Return the data below exactly, please, but drop the pictures.

[Stored data]
○ ○ ○ ○

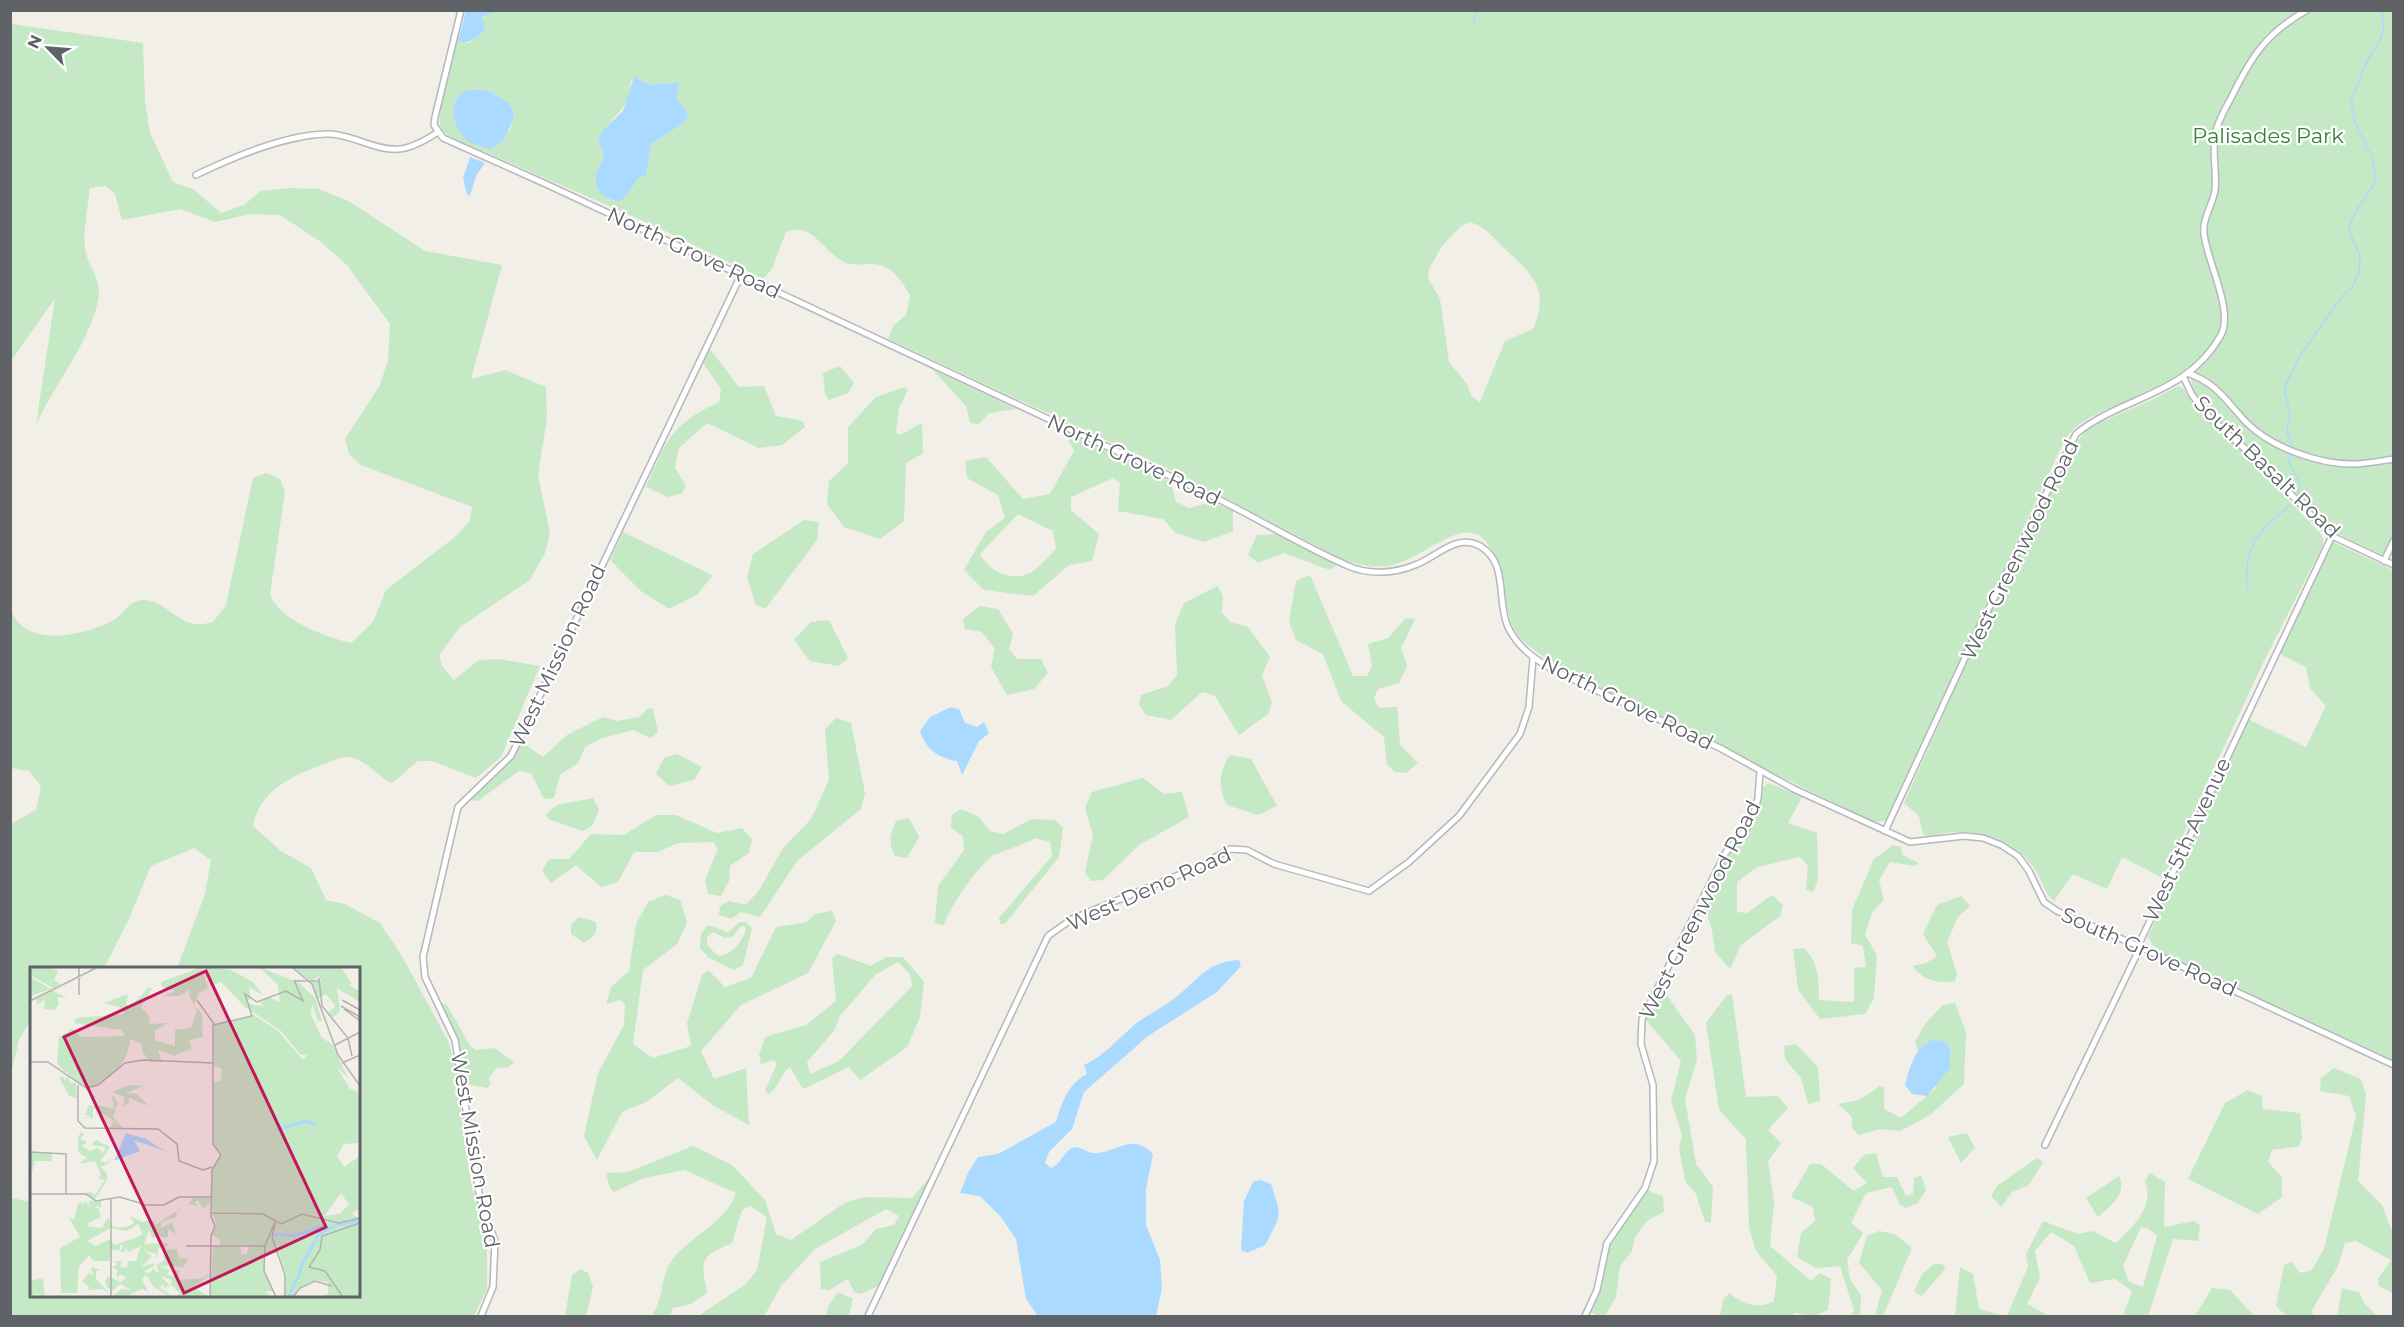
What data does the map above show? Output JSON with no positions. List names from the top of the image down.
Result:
{
  "streets": {
    "street": [
      "North Grove Road",
      "South Basalt Road",
      "West Greenwood Road",
      "West Mission Road",
      "West 5th Avenue",
      "West Deno Road",
      "South Grove Road"
    ]
  },
  "crossings": [
    ["North Grove Road", "West Greenwood Road"],
    ["North Grove Road", "West Mission Road"],
    ["North Grove Road", "West Deno Road"],
    ["North Grove Road", "South Grove Road"],
    ["South Basalt Road", "West Greenwood Road"],
    ["South Basalt Road", "West 5th Avenue"],
    ["West Greenwood Road", "South Grove Road"],
    ["West 5th Avenue", "South Grove Road"]
  ],
  "parks": ["Palisades Park"],
  "north": "top left"
}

○ ○ ○ ○

> [SOLUTION TO THIS TASK]:
What data does the map above show? Output JSON with no positions. List names from the top of the image down.
Result:
{
  "streets": {
    "street": [
      "North Grove Road",
      "South Basalt Road",
      "West Greenwood Road",
      "West Mission Road",
      "West 5th Avenue",
      "West Deno Road",
      "South Grove Road"
    ]
  },
  "crossings": [
    ["North Grove Road", "West Greenwood Road"],
    ["North Grove Road", "West Mission Road"],
    ["North Grove Road", "West Deno Road"],
    ["North Grove Road", "South Grove Road"],
    ["South Basalt Road", "West Greenwood Road"],
    ["South Basalt Road", "West 5th Avenue"],
    ["West Greenwood Road", "South Grove Road"],
    ["West 5th Avenue", "South Grove Road"]
  ],
  "parks": ["Palisades Park"],
  "north": "top left"
}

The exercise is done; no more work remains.